● **Work item**
Among the entries below, take the line with "border-top:1px solid #363941" and the line with "width:60px; height:60px; fill:#fffc;", and output them and every line between them exactly, with nothing else.

● **Material provided**
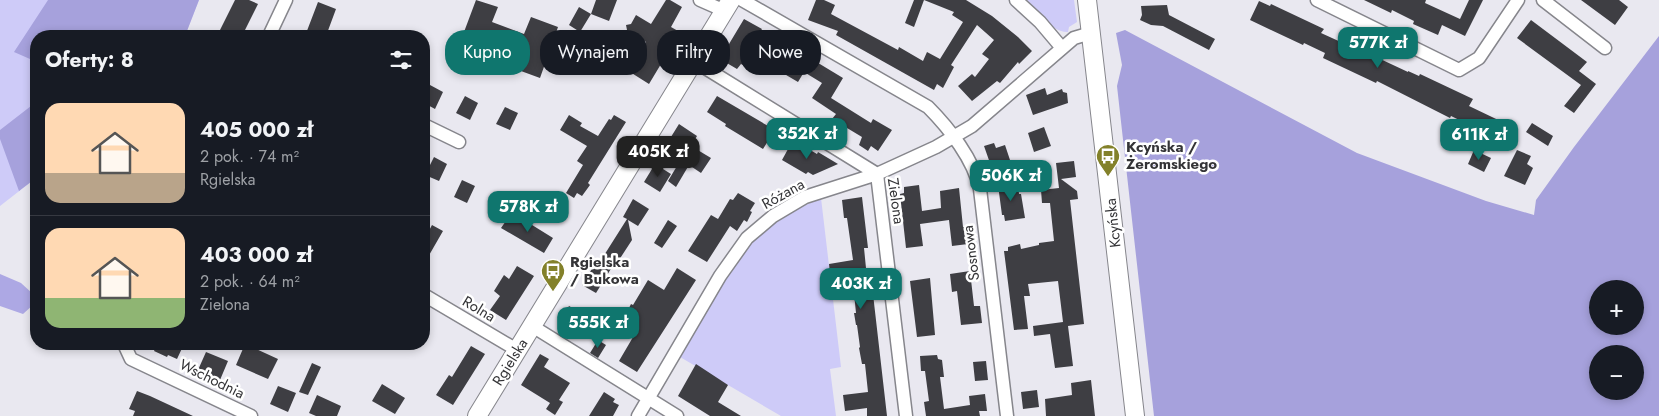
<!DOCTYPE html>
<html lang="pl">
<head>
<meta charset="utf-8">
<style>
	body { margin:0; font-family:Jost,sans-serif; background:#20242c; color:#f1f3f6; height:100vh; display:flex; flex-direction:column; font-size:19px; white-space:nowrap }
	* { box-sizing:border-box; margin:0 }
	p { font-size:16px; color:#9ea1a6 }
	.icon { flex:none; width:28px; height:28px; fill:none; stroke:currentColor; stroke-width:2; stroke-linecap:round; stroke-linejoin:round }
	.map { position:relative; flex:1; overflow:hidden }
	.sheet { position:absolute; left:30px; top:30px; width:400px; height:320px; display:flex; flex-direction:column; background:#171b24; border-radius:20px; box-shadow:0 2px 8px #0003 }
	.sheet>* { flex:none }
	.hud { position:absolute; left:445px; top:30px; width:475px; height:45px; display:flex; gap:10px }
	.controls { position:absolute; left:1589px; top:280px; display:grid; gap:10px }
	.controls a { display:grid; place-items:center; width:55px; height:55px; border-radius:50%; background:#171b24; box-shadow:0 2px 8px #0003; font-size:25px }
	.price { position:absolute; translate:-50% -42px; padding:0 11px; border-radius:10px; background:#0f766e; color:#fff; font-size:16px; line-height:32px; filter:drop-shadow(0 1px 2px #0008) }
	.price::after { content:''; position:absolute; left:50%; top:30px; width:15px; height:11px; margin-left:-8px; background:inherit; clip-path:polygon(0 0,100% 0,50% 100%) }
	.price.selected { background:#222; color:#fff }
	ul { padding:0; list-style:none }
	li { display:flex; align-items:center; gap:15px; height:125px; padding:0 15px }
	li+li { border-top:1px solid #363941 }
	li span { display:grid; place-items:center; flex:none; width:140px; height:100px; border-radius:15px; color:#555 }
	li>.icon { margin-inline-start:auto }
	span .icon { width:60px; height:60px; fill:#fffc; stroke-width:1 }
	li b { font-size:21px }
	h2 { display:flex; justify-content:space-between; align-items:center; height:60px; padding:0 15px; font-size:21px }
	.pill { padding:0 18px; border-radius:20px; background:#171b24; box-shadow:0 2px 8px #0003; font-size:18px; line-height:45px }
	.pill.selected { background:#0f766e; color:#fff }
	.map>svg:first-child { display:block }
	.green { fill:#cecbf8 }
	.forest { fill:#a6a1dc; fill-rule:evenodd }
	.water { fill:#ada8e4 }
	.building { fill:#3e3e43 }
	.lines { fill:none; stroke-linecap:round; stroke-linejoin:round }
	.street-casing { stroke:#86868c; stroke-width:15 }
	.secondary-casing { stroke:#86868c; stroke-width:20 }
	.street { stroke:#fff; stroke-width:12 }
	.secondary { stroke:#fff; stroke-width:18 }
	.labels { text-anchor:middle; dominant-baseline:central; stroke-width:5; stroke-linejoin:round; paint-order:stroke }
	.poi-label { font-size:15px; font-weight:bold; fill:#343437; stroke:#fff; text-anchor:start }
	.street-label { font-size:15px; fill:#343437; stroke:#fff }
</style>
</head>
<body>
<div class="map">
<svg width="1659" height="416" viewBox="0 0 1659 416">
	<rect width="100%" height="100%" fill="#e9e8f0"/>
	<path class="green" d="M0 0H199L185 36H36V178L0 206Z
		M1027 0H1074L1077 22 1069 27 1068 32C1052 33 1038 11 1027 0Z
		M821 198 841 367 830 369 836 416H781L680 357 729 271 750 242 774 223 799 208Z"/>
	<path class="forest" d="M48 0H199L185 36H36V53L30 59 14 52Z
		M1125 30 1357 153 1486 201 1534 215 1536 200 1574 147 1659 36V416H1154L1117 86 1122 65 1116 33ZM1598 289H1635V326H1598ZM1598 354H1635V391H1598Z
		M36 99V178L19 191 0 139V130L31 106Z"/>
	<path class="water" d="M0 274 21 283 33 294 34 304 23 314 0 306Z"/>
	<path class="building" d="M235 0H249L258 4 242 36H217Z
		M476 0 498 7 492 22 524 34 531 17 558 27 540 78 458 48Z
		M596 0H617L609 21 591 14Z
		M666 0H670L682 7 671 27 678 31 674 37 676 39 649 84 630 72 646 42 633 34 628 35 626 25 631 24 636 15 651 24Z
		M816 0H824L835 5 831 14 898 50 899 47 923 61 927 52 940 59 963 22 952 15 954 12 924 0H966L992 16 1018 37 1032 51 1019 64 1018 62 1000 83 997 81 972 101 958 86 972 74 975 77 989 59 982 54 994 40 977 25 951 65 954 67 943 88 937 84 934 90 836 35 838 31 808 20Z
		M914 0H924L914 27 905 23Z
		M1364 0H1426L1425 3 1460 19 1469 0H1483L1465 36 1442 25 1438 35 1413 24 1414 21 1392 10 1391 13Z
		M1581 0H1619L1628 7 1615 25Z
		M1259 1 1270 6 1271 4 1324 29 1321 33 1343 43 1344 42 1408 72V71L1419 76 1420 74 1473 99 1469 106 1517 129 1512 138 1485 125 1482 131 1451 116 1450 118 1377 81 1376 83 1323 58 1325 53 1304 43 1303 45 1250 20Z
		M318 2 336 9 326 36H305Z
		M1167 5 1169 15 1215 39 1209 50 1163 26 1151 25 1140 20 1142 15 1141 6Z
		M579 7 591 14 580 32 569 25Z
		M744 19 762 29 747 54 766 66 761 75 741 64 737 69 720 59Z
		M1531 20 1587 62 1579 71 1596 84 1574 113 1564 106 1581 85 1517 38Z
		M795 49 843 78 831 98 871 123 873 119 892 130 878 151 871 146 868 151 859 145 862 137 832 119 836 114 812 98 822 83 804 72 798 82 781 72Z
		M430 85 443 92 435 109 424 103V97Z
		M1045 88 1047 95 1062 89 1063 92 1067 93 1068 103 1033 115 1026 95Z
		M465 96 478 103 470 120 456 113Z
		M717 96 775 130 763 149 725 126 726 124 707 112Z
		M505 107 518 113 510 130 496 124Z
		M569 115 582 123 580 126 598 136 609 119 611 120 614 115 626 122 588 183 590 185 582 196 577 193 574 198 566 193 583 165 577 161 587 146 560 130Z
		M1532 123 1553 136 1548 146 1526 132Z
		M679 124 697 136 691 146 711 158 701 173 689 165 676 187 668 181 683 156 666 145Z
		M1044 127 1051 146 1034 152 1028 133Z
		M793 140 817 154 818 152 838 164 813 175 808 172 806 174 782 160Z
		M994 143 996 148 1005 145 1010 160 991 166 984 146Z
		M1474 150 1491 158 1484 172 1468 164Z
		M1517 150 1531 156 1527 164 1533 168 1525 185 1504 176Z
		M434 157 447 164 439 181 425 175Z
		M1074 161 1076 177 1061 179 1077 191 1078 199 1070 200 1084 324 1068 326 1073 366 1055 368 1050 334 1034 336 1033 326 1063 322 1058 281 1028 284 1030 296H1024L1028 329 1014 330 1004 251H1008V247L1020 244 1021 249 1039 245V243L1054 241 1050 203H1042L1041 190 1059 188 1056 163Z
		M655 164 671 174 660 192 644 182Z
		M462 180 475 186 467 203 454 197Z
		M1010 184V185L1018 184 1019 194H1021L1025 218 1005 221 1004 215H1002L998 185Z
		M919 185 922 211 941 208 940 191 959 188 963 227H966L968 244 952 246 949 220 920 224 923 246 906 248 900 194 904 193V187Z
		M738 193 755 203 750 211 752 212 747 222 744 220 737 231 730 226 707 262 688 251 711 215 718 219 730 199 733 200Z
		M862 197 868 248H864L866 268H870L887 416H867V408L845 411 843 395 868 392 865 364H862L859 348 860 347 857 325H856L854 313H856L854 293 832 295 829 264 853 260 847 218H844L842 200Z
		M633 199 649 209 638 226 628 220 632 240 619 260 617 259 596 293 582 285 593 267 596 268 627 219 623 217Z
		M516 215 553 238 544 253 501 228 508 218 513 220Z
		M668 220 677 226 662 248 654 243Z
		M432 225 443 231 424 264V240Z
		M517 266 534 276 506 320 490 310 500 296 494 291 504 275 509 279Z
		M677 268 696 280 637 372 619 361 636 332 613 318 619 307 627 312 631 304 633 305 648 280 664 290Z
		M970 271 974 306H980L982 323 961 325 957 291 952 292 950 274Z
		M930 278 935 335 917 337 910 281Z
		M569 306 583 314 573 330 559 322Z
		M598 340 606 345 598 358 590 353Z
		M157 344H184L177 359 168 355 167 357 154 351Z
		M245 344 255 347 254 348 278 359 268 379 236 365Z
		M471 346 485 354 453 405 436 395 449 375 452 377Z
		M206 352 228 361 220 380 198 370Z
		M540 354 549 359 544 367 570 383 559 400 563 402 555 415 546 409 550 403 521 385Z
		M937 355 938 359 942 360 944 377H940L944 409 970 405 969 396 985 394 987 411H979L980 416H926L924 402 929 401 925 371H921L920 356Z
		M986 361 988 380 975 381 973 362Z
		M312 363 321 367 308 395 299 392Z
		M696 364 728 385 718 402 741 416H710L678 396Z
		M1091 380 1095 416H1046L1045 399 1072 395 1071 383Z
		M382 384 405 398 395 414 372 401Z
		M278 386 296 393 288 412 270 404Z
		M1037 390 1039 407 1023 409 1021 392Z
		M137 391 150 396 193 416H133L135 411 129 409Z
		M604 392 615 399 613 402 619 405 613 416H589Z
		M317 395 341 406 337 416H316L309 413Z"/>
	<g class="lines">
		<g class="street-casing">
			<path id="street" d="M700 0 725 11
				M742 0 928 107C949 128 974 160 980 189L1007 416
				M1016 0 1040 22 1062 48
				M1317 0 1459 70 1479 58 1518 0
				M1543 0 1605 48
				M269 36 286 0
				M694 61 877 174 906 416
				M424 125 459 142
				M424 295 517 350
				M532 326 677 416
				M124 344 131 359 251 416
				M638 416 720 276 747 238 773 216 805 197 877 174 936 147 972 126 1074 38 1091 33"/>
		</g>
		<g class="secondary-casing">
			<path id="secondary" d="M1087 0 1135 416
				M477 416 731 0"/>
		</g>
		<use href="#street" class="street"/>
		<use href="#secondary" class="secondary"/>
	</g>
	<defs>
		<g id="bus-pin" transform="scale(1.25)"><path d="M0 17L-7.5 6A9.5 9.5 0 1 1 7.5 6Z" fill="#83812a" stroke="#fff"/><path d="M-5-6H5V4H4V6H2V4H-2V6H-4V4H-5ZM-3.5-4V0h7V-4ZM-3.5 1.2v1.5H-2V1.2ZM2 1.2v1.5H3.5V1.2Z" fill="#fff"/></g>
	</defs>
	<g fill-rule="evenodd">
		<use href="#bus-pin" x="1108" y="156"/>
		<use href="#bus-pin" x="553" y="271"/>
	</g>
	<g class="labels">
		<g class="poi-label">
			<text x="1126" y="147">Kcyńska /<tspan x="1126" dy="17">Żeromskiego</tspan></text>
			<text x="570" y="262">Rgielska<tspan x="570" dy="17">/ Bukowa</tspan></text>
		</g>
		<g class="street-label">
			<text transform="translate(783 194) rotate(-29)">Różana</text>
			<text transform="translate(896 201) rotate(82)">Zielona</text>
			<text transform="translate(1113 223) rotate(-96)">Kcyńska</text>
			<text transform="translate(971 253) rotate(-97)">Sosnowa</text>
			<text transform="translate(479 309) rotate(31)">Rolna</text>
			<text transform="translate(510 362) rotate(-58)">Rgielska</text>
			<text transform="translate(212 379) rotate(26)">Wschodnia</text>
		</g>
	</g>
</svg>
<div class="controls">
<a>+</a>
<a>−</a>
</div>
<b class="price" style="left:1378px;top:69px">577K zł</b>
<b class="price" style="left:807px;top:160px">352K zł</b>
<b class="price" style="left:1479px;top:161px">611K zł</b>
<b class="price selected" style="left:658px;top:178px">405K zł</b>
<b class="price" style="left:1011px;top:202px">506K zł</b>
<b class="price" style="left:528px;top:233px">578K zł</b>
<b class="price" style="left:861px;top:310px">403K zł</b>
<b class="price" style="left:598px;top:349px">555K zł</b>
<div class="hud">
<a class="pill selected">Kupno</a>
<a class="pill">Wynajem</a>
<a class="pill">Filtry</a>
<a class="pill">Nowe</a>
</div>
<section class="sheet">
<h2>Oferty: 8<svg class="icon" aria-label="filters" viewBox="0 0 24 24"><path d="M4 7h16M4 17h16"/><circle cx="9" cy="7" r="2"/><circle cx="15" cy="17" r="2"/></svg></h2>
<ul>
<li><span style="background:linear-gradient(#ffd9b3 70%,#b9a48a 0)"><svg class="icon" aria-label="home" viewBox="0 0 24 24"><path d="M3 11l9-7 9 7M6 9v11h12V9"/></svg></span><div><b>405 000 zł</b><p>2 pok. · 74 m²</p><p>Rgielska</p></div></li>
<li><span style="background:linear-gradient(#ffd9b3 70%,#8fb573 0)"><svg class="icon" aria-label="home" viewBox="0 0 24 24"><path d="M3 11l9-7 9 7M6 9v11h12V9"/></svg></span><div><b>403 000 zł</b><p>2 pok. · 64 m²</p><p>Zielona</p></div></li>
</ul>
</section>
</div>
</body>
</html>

● **Result for this task**
	li+li { border-top:1px solid #363941 }
	li span { display:grid; place-items:center; flex:none; width:140px; height:100px; border-radius:15px; color:#555 }
	li>.icon { margin-inline-start:auto }
	span .icon { width:60px; height:60px; fill:#fffc; stroke-width:1 }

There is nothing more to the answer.